また、これからの生活を考える上で、避難者という生活を続けるのではなく、子どももその保護者も地域で安心して生活していけることが大事な時期である。しかしながら、母子避難であり、転居を繰り返し行っている子どもたちも保護者も地域で住むという意識は持ちにくく、また放射能被害への賠償問題や解決策が見つからないまま支援が減っていくことに不安が大きい時期であった。
【活動の内容】
1.家庭訪問や社会福祉協議会が行う交流会、相談会への参加を通した相談活動
1)参加回数:2012年11月~2013年3月まで月1~2回程度(全7回)
2)参加人数:毎回5名~6名程度(1回2名程度の相談)
2. 保護者向けプログラム 「臨床動作法を使ったコミュニケーションワークショップ」
1)内容:臨床動作法を使い保護者が、「自分も相手も大事にすること」、「相手の気持ちを大切にすること」、「自信を育むこと」、「心を落ち着かせること」などを体験を通して学ぶことにより、避難という不安定でストレスの多い生活の中で起きる親子間の問題を予防したり、対処したりする力をつける。
2)講師:コーディネータとして臨床心理士 種子幸子先生をお招きし、他臨床心理士等の講師に協力を仰いだ
3)対象者:関西全域の0歳~18歳の子どもをもつ保護者(最終日は子どもも参加)※実施中は大学生ボランティアによる託児
4)実施地域:大阪府堺市
5)参加人数:8家族9名の保護者参加(子ども参加5名)※瓦礫焼却問題の時期と重なり、子どもの参加率が低くなった。
6)日程:全日程4日
1回目~3回目:ステップアップ式の動作法練習
4回目:子どもと一緒に行う動作法
3. 子どもたちが地域で安心して生活を行うための地域イベント
1)イベント名:「こどもまち」
2)内容:避難中の子どもたちや地域の子どもたちがその垣根を越えて活動することを目的とし、まちの空き家や空き地をつかってまちに必要なお店や施設を考えてつくり、‘まちびらき’を通して地域の人々をおもてなしをしながら地域の人との触れ合った。子どもたちがみんなでゼロからいっしょにお店を作ることを通して、自分たちの住む地域のことを知って愛着を持ったり、地域の人や仲間とのコミュニケーションの大切さを学んだ。

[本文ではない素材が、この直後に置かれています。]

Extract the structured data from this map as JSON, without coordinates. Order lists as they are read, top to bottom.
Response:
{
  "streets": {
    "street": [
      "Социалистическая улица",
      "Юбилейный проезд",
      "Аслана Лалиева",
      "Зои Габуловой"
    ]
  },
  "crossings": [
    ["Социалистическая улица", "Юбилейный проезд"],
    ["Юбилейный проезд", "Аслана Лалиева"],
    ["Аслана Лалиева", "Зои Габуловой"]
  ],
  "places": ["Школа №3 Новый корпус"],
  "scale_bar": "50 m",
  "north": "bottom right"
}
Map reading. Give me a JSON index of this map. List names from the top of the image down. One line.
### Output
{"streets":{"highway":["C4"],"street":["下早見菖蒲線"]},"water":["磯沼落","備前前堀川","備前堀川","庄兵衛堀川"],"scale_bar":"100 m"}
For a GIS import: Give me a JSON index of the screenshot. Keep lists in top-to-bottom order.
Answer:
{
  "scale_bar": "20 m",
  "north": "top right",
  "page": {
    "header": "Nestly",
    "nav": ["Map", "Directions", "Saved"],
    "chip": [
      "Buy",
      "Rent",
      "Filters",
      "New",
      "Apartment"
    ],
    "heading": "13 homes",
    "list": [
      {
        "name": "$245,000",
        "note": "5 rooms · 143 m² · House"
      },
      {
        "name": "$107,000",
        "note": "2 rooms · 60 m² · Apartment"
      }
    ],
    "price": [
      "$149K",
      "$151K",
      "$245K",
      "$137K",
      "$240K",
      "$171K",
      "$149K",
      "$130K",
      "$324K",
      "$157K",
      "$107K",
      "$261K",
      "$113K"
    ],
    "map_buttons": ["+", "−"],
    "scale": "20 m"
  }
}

3)対象地域:避難中の子どもたち 大阪府全域、地域の子どもたち 住之江区、住吉区、西成区
4)実施地域:大阪府大阪市住之江区北加賀屋(まち全域を使用)
5)参加人数:子ども33名(うち避難中の子どもたち6名)、最終日イベント来客数70名程度、ボランティア参加者数50名
6)日程:全日程5日間(大会議は別途2回開催)
1日目 まち探検「まちの魅力を発見しよう!」
2日目 話し合い①「どんなお店にしようかな?」
3日目 話し合い②、作成「お店をつくろう!」
4日目 作成、出店準備「オープンに向けて準備!」
5日目 まちびらき「こどもまちオープン!!」
その他プログラムのために集合して大会議 2回 毎回20~25名が参加
4.報告会 支援者だけではなく、子どもや大学生を巻き込み今回の報告会を行った。
1)参加者:50名
2)時 間:1時間30分
今回の活動を通して、これまで必要であると感じていても実践することができなかった保護者向けプログラムや、子どもたちが地域で安心して生活していくための地域イベントを行うことができた。

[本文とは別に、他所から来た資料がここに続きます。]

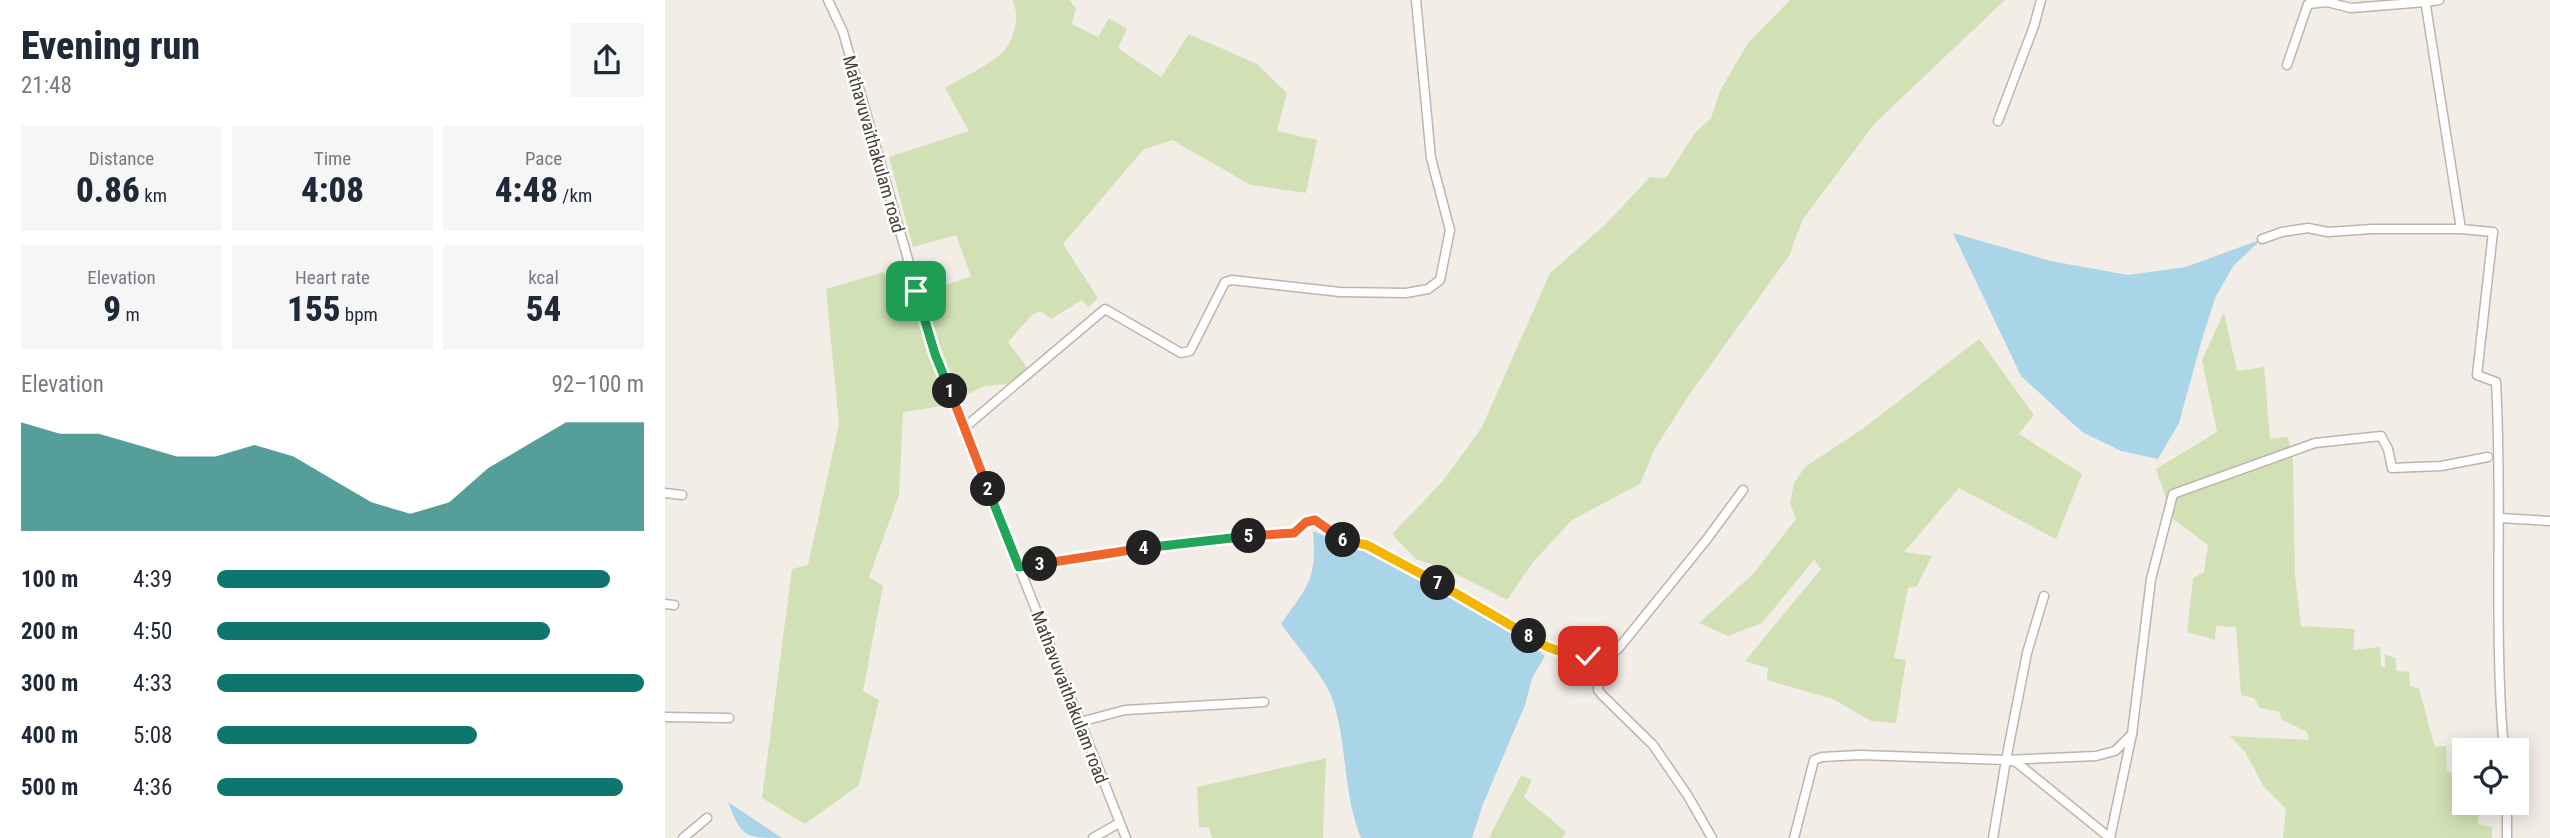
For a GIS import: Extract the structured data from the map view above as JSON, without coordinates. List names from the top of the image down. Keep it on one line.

保護者向けプログラムの「臨床動作法を使ったコミュニケーションワークショップ」では、保護者が抱えていた子どもとの関係に対する不安の声も、プログラムが進むにしたがって軽減していった。子どもとの関係に関する気づきもあったようで、「動作法をなるべく家で使うようにしたい」という声や、「子どもと一緒に行いたい」という言葉も聞かれた。参加者のほとんどが母子避難であり、子どもとの関係の中で「自分の態度や避難生活が子どもたちにストレスを与えているのではないか」という不安を抱えていたが、プログラムに参加する中で母親自身が自分自身の頑張りに気づき、自分への否定的な感情を肯定することができたことや、自分や他人と肯定的に心地よく向き合うことを学んだことで、より安定した関わりを子どもとの間に築ける自信ができたのではないだろうか。

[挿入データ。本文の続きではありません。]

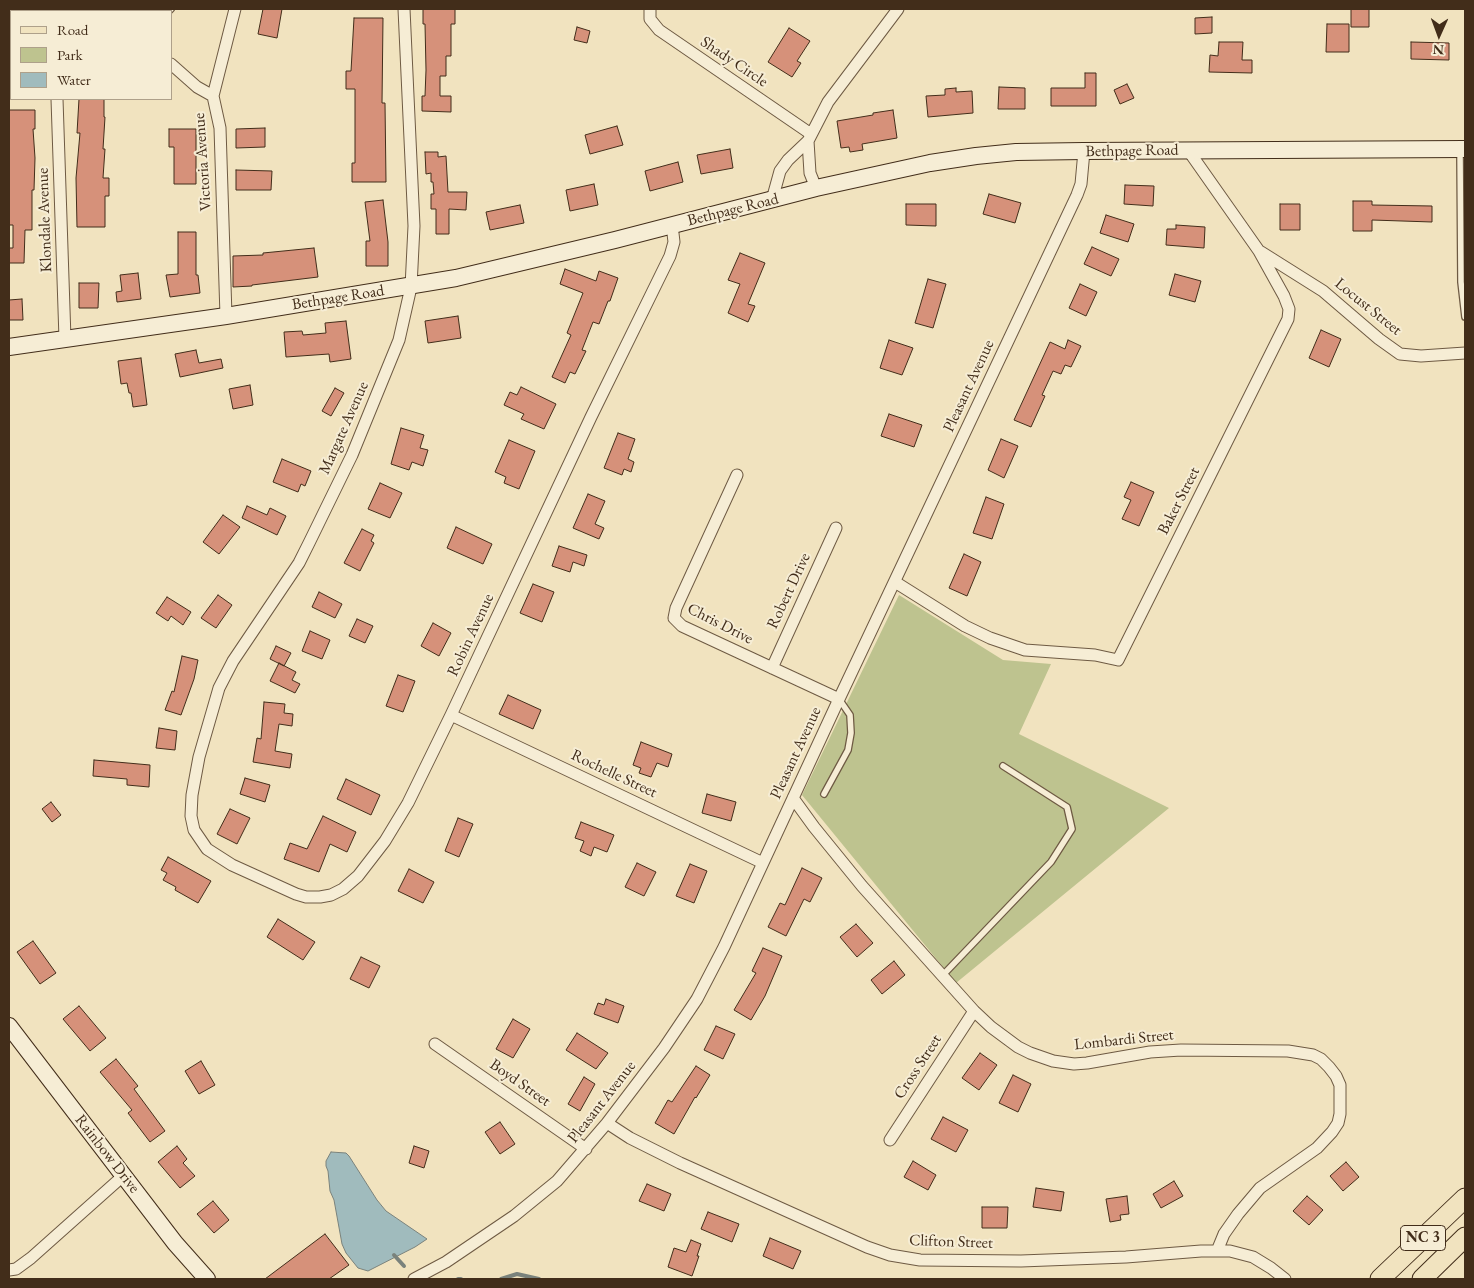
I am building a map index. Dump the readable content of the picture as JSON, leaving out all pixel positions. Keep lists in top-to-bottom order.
{
  "streets": {
    "main road": ["NC 3"],
    "street": [
      "Shady Circle",
      "Bethpage Road",
      "Victoria Avenue",
      "Klondale Avenue",
      "Locust Street",
      "Pleasant Avenue",
      "Margate Avenue",
      "Baker Street",
      "Robert Drive",
      "Chris Drive",
      "Robin Avenue",
      "Rochelle Street",
      "Lombardi Street",
      "Cross Street",
      "Boyd Street",
      "Rainbow Drive",
      "Clifton Street"
    ]
  },
  "crossings": [
    ["Bethpage Road", "Victoria Avenue"],
    ["Bethpage Road", "Klondale Avenue"],
    ["Bethpage Road", "Pleasant Avenue"],
    ["Bethpage Road", "Margate Avenue"],
    ["Bethpage Road", "Baker Street"],
    ["Bethpage Road", "Robin Avenue"],
    ["Locust Street", "Baker Street"],
    ["Pleasant Avenue", "Baker Street"],
    ["Pleasant Avenue", "Chris Drive"],
    ["Pleasant Avenue", "Rochelle Street"],
    ["Pleasant Avenue", "Lombardi Street"],
    ["Pleasant Avenue", "Boyd Street"],
    ["Pleasant Avenue", "Clifton Street"],
    ["Margate Avenue", "Robin Avenue"],
    ["Robert Drive", "Chris Drive"],
    ["Robin Avenue", "Rochelle Street"],
    ["Lombardi Street", "Cross Street"],
    ["Lombardi Street", "Clifton Street"]
  ],
  "legend": ["Road", "Park", "Water"],
  "north": "bottom"
}
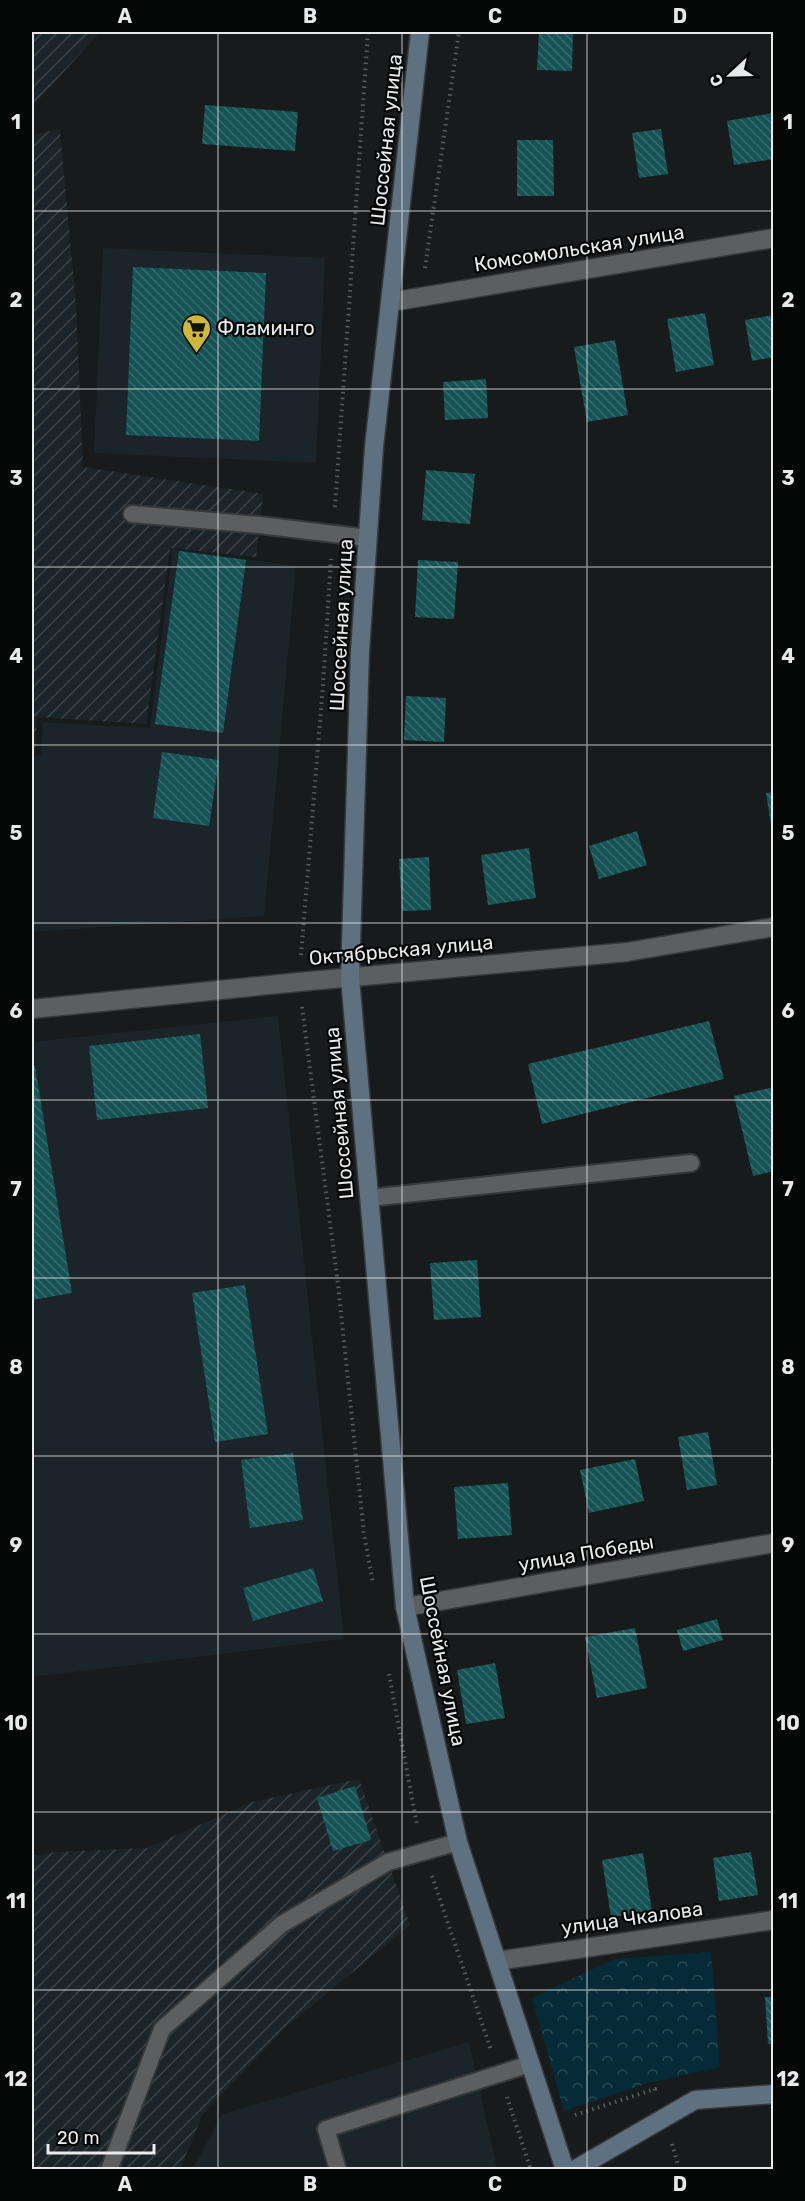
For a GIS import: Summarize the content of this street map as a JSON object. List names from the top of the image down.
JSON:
{
  "streets": {
    "main road": ["Шоссейная улица"],
    "street": [
      "Комсомольская улица",
      "Октябрьская улица",
      "улица Победы",
      "улица Чкалова"
    ]
  },
  "crossings": [
    ["Шоссейная улица", "Комсомольская улица"],
    ["Шоссейная улица", "Октябрьская улица"],
    ["Шоссейная улица", "улица Победы"],
    ["Шоссейная улица", "улица Чкалова"]
  ],
  "places": {
    "supermarket": ["Фламинго"]
  },
  "scale_bar": "20 m",
  "north": "left",
  "grid": {
    "columns": [
      "A",
      "B",
      "C",
      "D"
    ],
    "rows": [
      "1",
      "2",
      "3",
      "4",
      "5",
      "6",
      "7",
      "8",
      "9",
      "10",
      "11",
      "12"
    ]
  }
}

また「こどもまち」では、これまでのイベントのように「県外避難者」として子どもたちがイベントに参加するのではなく「地域の子ども」として地域の子どもたちと一緒にイベントに参加していただいた。「県外避難者」として地域に受け入れられるのではなく、子どもたちが転居した先で、住んでいる子どもたちと同じように地域で暮らし、夢を持つことを目的としたイベントが行えた。実際に参加した子どもたちは全員がグループの一員として全日程5日間で自分たちの理想の店を作ることによって地域を知り地域について考え、自分たちの好きなまちにしていくことに熱中していた。今回、「まちづくり」を行い、最終日には自分たちが作ったお店に地域の人々をお招きすることができた子どもたちは、とても自信を持ち生き生きと接客を行っていた。最後にイベント修了証をもらうこどもたちは全員自信に満ちた顔をしており、話し合い、協力する中で地域の子、県外避難の子ということに関係なく時間を過ごし、イベントを達成できたのではないかと感じた。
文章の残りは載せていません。